Can the data below be echoed back word for word?
[INPUT DATA Boundary: Start]
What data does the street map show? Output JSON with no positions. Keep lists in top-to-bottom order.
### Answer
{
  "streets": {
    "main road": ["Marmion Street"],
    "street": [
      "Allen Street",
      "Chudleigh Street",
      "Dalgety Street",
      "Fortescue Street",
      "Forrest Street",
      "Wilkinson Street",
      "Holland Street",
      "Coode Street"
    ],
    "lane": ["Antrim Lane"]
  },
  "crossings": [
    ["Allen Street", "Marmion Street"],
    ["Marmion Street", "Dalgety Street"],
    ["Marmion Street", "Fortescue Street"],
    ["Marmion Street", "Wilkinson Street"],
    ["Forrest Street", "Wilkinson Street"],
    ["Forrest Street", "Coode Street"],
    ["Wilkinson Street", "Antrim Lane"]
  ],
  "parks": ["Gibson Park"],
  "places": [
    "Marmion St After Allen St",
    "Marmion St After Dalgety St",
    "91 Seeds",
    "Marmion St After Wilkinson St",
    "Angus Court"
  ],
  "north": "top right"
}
[INPUT DATA Boundary: End]
• **ANSWER TO THIS PROBLEM**:
What data does the street map show? Output JSON with no positions. Keep lists in top-to-bottom order.
### Answer
{
  "streets": {
    "main road": ["Marmion Street"],
    "street": [
      "Allen Street",
      "Chudleigh Street",
      "Dalgety Street",
      "Fortescue Street",
      "Forrest Street",
      "Wilkinson Street",
      "Holland Street",
      "Coode Street"
    ],
    "lane": ["Antrim Lane"]
  },
  "crossings": [
    ["Allen Street", "Marmion Street"],
    ["Marmion Street", "Dalgety Street"],
    ["Marmion Street", "Fortescue Street"],
    ["Marmion Street", "Wilkinson Street"],
    ["Forrest Street", "Wilkinson Street"],
    ["Forrest Street", "Coode Street"],
    ["Wilkinson Street", "Antrim Lane"]
  ],
  "parks": ["Gibson Park"],
  "places": [
    "Marmion St After Allen St",
    "Marmion St After Dalgety St",
    "91 Seeds",
    "Marmion St After Wilkinson St",
    "Angus Court"
  ],
  "north": "top right"
}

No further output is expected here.